Figure 13: Formation of the depletion region.
  • The n region loses free electrons as they diffuse across the junction, creating a layer of positive charges near the junction. Then the p region loses holes as the electrons and holes combine, creating a layer of negative charges near the junction.
  • The two layers of charges form the depletion region; the region near the pn junction depleted of carriers due to diffusion across the junction.

  • After the surge of electrons across the pn junction, the depletion region will expand to a point where the total negative charge in the depletion region repels diffusion of electrons into the p region and the diffusion stops.

  • The depletion region acts as a barrier to the further movement of electrons across the junction.

The PN Junction

Energy Diagrams of the PN Junction and Depletion Region

  • Trivalent impurities exert lower forces on the outer-shell electrons than the pentavalent impurities.
  • The lower forces in p-type materials mean that the electron orbits are slightly larger and hence have greater energy than the electron orbits in the n-type materials.

  • An energy diagram for a pn junction at the instant of formation is shown in Fig. 14.

Figure 14: Energy diagram at the instant of junction formation
  • The valence and conduction bands in the n region are at lower energy levels than those in the p region, but there is a significant amount of overlapping.

  • The free electrons in the n region in the upper part of the conduction band can easily diffuse across the junction (even with no energy gain) and temporarily become free electrons in the lower part of the p-region conduction band.

  • After crossing the junction, the electrons quickly lose energy and fall into the holes in the p-region valence band.

  • As diffusion continues, the depletion region forms and the energy level of the n-region conduction band decreases due to the loss of higher-energy electrons that have diffused to the p region.

  • Soon, there are no electrons left in the n-region conduction band with enough energy to get across to the p-region, as indicated by the alignment of the top of the n-region and the bottom of the p-region conduction band in Fig. 15.

Figure 15: Energy diagram at equilibrium
  • At this point, the junction is at equilibrium; and the depletion region is complete because diffusion has ceased.

  • The energy gradient across the depletion region acts as an “energy hill” that an n-region electron must climb to get to the p region.

  • As the energy level of the n-region conduction band has shifted downward, the energy level of the valence band has also shifted downward.

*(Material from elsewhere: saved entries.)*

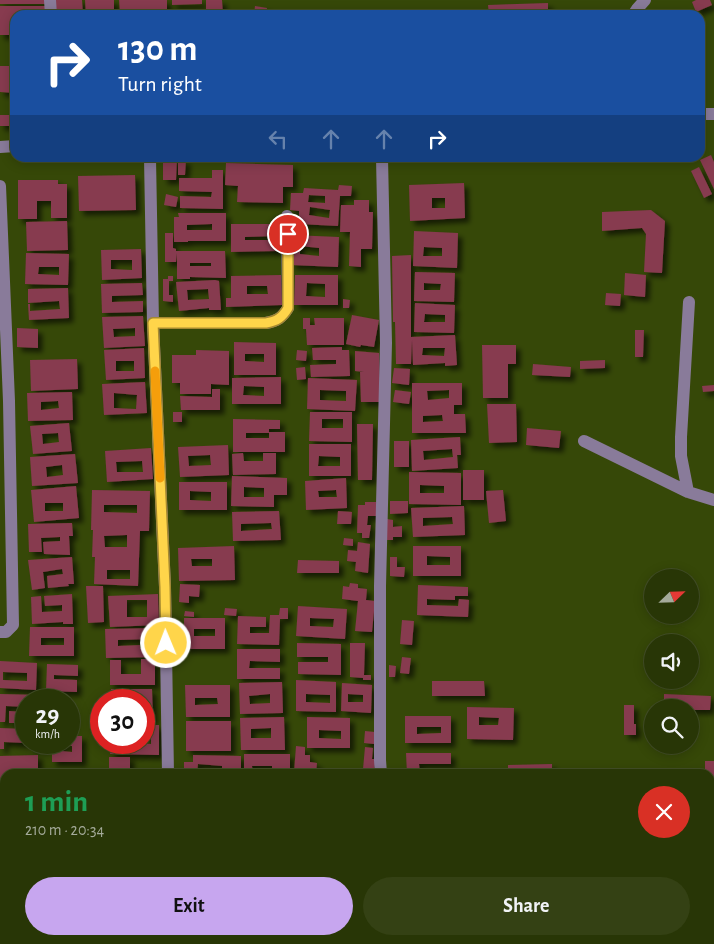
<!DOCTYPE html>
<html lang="en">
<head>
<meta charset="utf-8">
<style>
  :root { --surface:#283606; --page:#344114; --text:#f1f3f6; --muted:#a5ab9b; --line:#445028; --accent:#c7a6ef }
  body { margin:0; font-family:"Alegreya Sans",sans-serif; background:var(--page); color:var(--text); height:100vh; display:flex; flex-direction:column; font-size:19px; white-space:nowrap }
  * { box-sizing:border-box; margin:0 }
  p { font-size:16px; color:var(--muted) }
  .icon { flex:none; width:28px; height:28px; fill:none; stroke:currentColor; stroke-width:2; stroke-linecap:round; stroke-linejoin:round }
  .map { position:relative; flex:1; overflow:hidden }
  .sheet { position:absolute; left:0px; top:769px; width:715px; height:176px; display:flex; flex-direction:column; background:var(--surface); border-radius:15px 15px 0 0; box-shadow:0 2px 12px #0003,0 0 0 1px var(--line) }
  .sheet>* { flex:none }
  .top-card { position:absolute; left:10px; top:10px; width:695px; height:152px; border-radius:15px; box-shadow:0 2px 12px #0003,0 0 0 1px var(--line); background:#1a4fa0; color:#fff; overflow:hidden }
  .needle { width:32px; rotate:67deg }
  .fabs { position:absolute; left:644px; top:569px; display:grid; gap:10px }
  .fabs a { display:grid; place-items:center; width:55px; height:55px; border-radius:50%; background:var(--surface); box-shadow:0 2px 12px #0003,0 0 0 1px var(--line); font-size:25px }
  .speed { position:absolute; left:15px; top:689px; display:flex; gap:10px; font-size:25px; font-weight:700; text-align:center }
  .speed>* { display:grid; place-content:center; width:65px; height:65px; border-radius:50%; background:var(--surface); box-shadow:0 2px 12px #0003,0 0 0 1px var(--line); line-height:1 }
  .speed small { font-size:12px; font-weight:400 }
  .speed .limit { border:8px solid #d22; background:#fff; color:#111 }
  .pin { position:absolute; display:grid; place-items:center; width:42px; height:42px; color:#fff; margin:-21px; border:2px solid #fff; border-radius:50%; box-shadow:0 1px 5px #0007 }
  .me { position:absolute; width:55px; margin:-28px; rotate:359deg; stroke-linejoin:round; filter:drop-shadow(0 0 4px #0008) }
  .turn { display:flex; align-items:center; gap:18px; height:105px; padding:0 25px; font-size:22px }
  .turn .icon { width:65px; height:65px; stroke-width:2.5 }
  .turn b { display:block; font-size:35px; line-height:42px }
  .lanes { display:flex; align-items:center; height:48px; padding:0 25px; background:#0003; justify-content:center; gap:25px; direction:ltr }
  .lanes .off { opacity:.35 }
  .round { display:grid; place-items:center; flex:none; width:52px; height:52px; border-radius:26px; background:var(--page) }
  .headline { display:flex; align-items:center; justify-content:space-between; height:85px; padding:0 25px }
  h1 { font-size:30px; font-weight:700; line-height:38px; color:#1e9e55 }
  .primary-button { display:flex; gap:10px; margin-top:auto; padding:10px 25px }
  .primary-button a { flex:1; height:58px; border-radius:30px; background:var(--accent); color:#111; font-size:20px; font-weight:700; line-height:58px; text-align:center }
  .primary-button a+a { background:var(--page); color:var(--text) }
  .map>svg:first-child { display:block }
  .building { fill:#873a4f; fill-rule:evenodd; filter:url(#shadow) }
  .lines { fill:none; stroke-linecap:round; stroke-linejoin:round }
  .minor { stroke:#897b9a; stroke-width:12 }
  .route-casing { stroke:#a68a30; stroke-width:12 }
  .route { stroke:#ffd54a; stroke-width:9 }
  .slow { stroke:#f59e0b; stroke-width:9 }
</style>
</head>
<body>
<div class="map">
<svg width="714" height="944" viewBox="0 0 714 944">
  <defs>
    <filter id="shadow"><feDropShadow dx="4.5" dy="4.5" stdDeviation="2.5" flood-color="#0009"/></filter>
  </defs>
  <rect width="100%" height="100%" fill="#364808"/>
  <path class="building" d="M0,0h47v4h-47z
    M55,0h27l1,15h-28z
    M85,0h29v15h-28z
    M119,0h48v11l-47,2z
    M172,0h30v4l-30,1z
    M206,0h16l1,15h-17z
    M696,0h14l2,5 -16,7 -4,-10z
    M548,3v12h-59l-1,-10z
    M0,6h47v9h-32v20h-15z
    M255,6l12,2 -1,7h-12z
    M173,10h30l1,5h-31z
    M0,66h15v27l-15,-1z
    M0,115h15v11h-15z
    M711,155l3,7v27l-14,-29z
    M169,159h8l-1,21h-13v-17h6z
    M178,160h8l-1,15h-7z
    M226,163l67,2v22h-10v16l-46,-1 1,-16 -13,-1z
    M699,167l13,27 -8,4 -13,-27z
    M212,170h11v39l-43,-1v-12l31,1 1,-5 -33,-1v-13h33z
    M135,175l1,35 -57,1 -1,-35z
    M18,180h40v4h9v34h-16v-17h-14v18h-19z
    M464,183l1,35 -55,3 -1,-36zM432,198h13v10h-13z
    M339,185l13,1 -1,10h-11l-2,30 -39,-2v-13l-9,-1 1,-17h12l1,-5 34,2zM309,195l16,1v7l-17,-1zM310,207l20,3 -1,8 -20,-3z
    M166,194l12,3 -2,10 -12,-2z
    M354,200h15v12h4l-1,37h-11v18l-12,-1 1,-34h-10l1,-27h13z
    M651,210l14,11 -3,52 -18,-1 2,-38 -4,-6 -40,3v-19z
    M178,213h48v28h-38v1h-14v-25h5zM212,224v6h-25v-5z
    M67,221l1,29 -41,1 -1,-29z
    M231,224h46v12l-32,1v3h32v11l-46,1z
    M414,231l44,2 -1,35 -44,-2zM424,247l18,1v8h-19z
    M165,233h8v15l3,1v2h49l1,27 -36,-1v2h-13v-26l-1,9h-11zM190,263h21v3h-21z
    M292,235l47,2 -1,30 -47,-2zM300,246l19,2v8l-19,-2z
    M141,249l1,29 -40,2 -1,-30zM111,260h21v10l-21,-1z
    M26,253l43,1 -1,31 -43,-1zM39,267h20v8l-21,-1z
    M411,255v82l44,-2 2,30 -12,1v-3l-32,2 -1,-25 -1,24h-15l-1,-42h-2l-1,-66zM423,348h22l-1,8 -22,-1z
    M415,272l40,1 -1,29 -40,-1zM424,283l17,1 -1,6h-16z
    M625,273l21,2 -1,22 -21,-2z
    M281,275l1,30 -56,2v-9h5v-22zM247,286h20l1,8h-21z
    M295,275h43v30h-44zM307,283l18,1v13l-19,-1z
    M168,276h5v5h-4v14h4v7l-10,-1v-22h5z
    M215,280l4,1 2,29h-12v-2l-30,3 -3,-29zM208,289l1,10 -21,1 -1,-10z
    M142,283l1,12 -31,1v6l31,-1v11l-41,1 -1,-29z
    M68,288l1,30 -40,2 -1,-16h2v7l30,-2 -1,-8 -31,2v-14z
    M606,293l15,1 -1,12 -15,-1z
    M343,299l7,1 -1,8h-6z
    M415,303l40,2 -1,28 -40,-1zM425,314l20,1v7h-21z
    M352,315l27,5 -5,27 -13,-2 -1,2 -14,-3z
    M143,316l2,30 -41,2 -2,-31zM135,328v8l-21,1 -1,-8z
    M303,318h7v7h5l-1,-7h30v27h-37l-1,-16h-3z
    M17,328l21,1v19l-21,-1z
    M635,330h9l-1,27h-8z
    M234,342l42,1v32h-42zM245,354h19v8l-19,-1z
    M482,345h34v19h-8v34h-25z
    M342,347v3h7l1,26 -39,1 -1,-12 26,-1v-4h-23l-1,-12z
    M144,348l1,30 -39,2 -2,-30zM116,361h18v10h-18z
    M196,350l33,1v34l-18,-1v10h-31v-11h-8v-28h24z
    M297,350l10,1 -1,10 -10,-1z
    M355,351l24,2 1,49h-19l-1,-30h4l-9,-1z
    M77,359l1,30 -47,2 -1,-31z
    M605,360v8l-25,1v-8z
    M533,364l38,3 -1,10 -38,-2z
    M305,367l1,12 -9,1 -1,-12z
    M394,368l16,1 -1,16 -17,-2z
    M281,377v27h-49v-26zM244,386l20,1v9l-21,-1z
    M308,378l49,2 -2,31 -48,-2zM320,390l26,1v10l-26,-1z
    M145,382l2,31 -43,2 -2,-31zM114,393l23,2 -1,14 -22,-1z
    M412,383h50v22h-8v9h11l1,19h-54zM449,390v8l-21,2 -1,-9zM442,415l1,6 -20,1v-6z
    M714,385v6l-11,1 -1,-6z
    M212,389h8v21h-39l-1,-14 32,1z
    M395,390l16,2 -2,12 -16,-2z
    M72,392l1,28 -45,1 -1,-28zM58,401l1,7 -18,2v-8z
    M487,404h29l1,38 -28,1z
    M173,412h9v10h-9z
    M310,412h42v30l-43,-1zM322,419h21v9h-21z
    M233,419l47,1v9h-11v3h16v20h-52zM246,433h23v5h-23z
    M69,423l3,28 -39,3 -3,-28zM58,433l1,9 -16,2 -1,-10z
    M357,424h16l-1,56h-14z
    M527,428l34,3 -2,17 -33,-3z
    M460,437l1,18h-4l1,13 -46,3 -1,-31zM452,449l1,8 -29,3 -1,-9z
    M394,441h15v26h-15z
    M309,444h42v32h-42zM319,456l21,1v9h-22z
    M228,445l1,30 -49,2 -2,-30zM210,455l1,10 -22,1 -1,-10z
    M151,448l2,31 -46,3 -2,-31zM142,461l1,11h-26l-1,-10z
    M243,453l1,8h19v-8h13v21l-43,1 -1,-21z
    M75,454l3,29 -46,3 -2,-29zM62,465l1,10 -16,2 -1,-10z
    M463,470h21v30h-21z
    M409,472l52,1v32l-52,-1zM420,485l24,1v7h-24z
    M232,476l55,2v17h-13v12l-43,-1zM244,487l20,1v9h-20z
    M346,478l1,30 -41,2 -1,-29zM336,490l1,7h-18l-1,-6z
    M179,482h48v28h-48zM190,491l21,1v9l-21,-1z
    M76,486l3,32 -45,4 -3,-32zM45,503h18v8h-18z
    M92,490l58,1 -1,40h-9l-2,55 -44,-2 1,-27h-3l1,-27h-2zM104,505h33v8l-33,-1zM127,535v12h-22l-1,-11zM107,570h23v9h-23z
    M503,490l3,31 -17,2 -3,-32z
    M390,501h18v12l-18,1z
    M365,502h11v14h-8l-1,9h4l-2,13h-7v-5h-5l1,-28h7z
    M464,506l1,29 -52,2 -2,-29zM452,517l1,7 -30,2v-8z
    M279,511l2,29 -48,1 -1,-29zM271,523l1,6 -31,2v-7z
    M338,511l14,1 -1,12h-14z
    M387,519l6,1v7l9,-1v11h-9v3h-7z
    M72,523l1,13h-4l1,19 -26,-1 -1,-12 17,-1v-4l-19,1 1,14h-13l-1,-28z
    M344,538l9,1v7l-10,-1z
    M358,542l12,2 -2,29 -13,-2 1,-9 -9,-1 1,-11 9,1z
    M234,546l1,34 -56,1 -1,-33zM191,559h21v7h-20z
    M413,546h48v30h-48zM427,556l23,1v8h-23z
    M72,557l2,27h-6l1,2 -21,2 -1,-12 16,-2 -1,-5 -19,3 2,16 -13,2 -4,-30z
    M390,557h7v10h8l-1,10 -14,-1z
    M298,560l41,1v12h-42z
    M350,583l8,1v4l9,1 -1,11 9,1 -3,31 -17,-1 3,-30 -16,-2 1,-13 6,1z
    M180,584l20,1 -1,12 -10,-1v7l-10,-1z
    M418,585l50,2v9h-13v4l-28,-1v6l31,1 1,-7 10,1 -1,17 -51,-2z
    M86,586h17l1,36 -16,1z
    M72,594l1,30h-10v-2l-31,2 -1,-27 10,-1 1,16 20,-1v-6l-17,1 -1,-10z
    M158,594l1,31 -49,2 -2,-31zM127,600h20v17h-20z
    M298,606l49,3 -2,30 -49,-3zM310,618l24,1 -1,8 -23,-1z
    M225,608l12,1 -1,7 -12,-1z
    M280,608h8v11h-8l-1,26 -42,-1 1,-28 28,1v10h-16v6h19l1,-18h9z
    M185,611l9,1v5l-10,-1z
    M184,618h41v31h-41zM194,629h21v7h-21z
    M402,620l12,1 -2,24 -12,-1z
    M30,627h44v29h-45zM41,638h23v7h-23z
    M159,628v29l-53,1 -1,-29zM152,639v9h-12v-3l-22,1v-6z
    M297,643l44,1v31l-43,-1v-12h30v-5h-31z
    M350,643h15l-1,32h7v5h-8v-2l-13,-1z
    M237,649h43v13l-30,-1 -1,7h31v11h-43z
    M402,657l9,1 -2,16 -9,-1z
    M141,659h14v26h-45v-25h11v14h20z
    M0,661l37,2 -1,27 -36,-2zM3,672l24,1v8l-24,-1z
    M47,664l31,1v11l-24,-1v4l23,1v12l-31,-1z
    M389,665l7,1 -1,11h-6z
    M296,680l40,2v30l-40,-1zM306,694l24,1v8l-24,-1z
    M432,681h52l1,15h-53z
    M282,682l1,31 -43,1 -1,-31zM270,694v9l-20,1 -1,-8z
    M342,683l30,2 -1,28 -30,-2zM348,694l15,1v7h-15z
    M185,685h45v32h-44zM195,698h22l1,6 -23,1z
    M111,689h41l1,31h-9v-20h-33z
    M0,694l41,1v5h-15v7l-20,-1 -1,16h-5z
    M664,694l47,2 -1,14h-20v-2h-9v-4l-17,-1z
    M624,705h10v19h2v11h-12z
    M467,707l47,1 -1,32 -46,-1zM479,717l20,1 -1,7h-19z
    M9,711l17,1v11h-17z
    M405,716h46v27h-46zM417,727h24v6l-24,1z
    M284,717l1,33h-44l-1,-32zM271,728v10h-20v-9z
    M307,717l43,1v30h-43zM319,730l22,1v8l-22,-1z
    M186,721h45v30h-45z
    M95,724l6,1v8h-6z
    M144,725h15v30l-49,-1 1,-12 40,2v-7h-7z
    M0,728l26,1v14l-22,-1v7h-4z
    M365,731l10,1 -1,12 -10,-1z
    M69,736h13v26h-30v-20h17zM61,746h11v6l-11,-1z
    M31,742h14v7l-14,-1z
    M296,746l9,1v8h5v7l7,1 -1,11 -22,-1z
    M365,747l8,1 -1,11h4l-2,11 -11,-1z
    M406,753h45v11h-32l1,10h-13z
    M244,754h46v20h-25v-2h7v-6h-20l1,8h-9z
    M38,755v19h-33v25h-5v-43z
    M193,755l48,1v18h-19v-8l-24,-2 -1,10h-13v-12h9z
    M109,757h21v17h-21z
    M705,761h9v24h-4v-11h-5z
    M552,764v10h-9v-3l-27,-1v4h-8v-9z
    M710,841h4v19h-4z
    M0,870l5,11v38l-5,2z
    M710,897h4v7h-4z
    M176,940l1,4h-37v-2z
    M575,940h12l-1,4h-12z"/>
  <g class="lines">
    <path class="minor" d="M50,0l1,15
      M633,15l4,-6 8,-9
      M700,114h14
      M0,147l15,-1
      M150,158l3,165 12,264 3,187
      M0,186l9,215 4,224 -7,7h-6
      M153,323h113c11,-2 16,-5 22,-15l-1,-92
      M584,441l104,51 26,8
      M688,492l-7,-36v-19l8,-135
      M381,774l-1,-14v-174l6,-243 -4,-185
      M710,800h4
      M0,830h5"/>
  </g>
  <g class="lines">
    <g class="route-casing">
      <path id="route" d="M166,643l-1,-56 -12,-264h113c11,-2 16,-5 22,-15v-74"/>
    </g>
    <use href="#route" class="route"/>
    <path class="slow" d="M155,371l5,107"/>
  </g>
</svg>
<div class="fabs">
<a><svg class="needle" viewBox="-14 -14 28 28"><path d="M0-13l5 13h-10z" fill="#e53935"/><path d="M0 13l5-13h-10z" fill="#a5ab9b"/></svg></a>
<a><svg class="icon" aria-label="sound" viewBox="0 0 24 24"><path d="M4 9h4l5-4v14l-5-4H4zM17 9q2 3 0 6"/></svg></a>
<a><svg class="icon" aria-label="search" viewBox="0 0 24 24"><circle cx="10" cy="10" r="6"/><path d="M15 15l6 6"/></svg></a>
</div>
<div class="speed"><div>29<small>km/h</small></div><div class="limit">30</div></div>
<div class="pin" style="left:288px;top:234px;background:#d93025"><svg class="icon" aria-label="arrive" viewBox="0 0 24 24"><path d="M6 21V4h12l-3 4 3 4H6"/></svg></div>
<svg class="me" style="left:166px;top:643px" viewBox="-20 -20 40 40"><circle r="17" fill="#ffd54a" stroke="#fff" stroke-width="3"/><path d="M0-11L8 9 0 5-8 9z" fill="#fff"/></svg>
<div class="top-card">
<div class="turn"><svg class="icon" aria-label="right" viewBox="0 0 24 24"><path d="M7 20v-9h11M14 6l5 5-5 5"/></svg><div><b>130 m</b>Turn right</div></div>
<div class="lanes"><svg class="icon off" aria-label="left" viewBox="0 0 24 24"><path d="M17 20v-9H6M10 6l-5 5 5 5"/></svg><svg class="icon off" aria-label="ahead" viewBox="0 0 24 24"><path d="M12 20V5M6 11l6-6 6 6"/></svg><svg class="icon off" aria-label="ahead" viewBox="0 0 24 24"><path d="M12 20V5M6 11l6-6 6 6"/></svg><svg class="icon" aria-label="right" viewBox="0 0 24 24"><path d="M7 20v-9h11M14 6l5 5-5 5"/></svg></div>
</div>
<section class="sheet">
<div class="headline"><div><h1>1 min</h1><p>210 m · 20:34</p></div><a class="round" style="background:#d93025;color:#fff"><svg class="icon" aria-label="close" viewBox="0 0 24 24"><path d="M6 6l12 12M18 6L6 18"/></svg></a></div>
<div class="primary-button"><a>Exit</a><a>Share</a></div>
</section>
</div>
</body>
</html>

  • It still takes the same amount of energy for a valence electron to become a free electron. The energy gap between the valence band and the conduction band remains the same.

The PN Junction

Barrier Potential

  • The potential difference of the electric field across the depletion region is the amount of voltage required to move electrons through the electric field. This potential difference is called the barrier potential, expressed in volts.
  • The barrier potential of a pn junction depends on several factors, including the type of semiconductive material, the amount of doping, and the temperature.

  • The typical barrier potential is approximately 0.7 V for silicon and 0.3 V for germanium at 25 oC.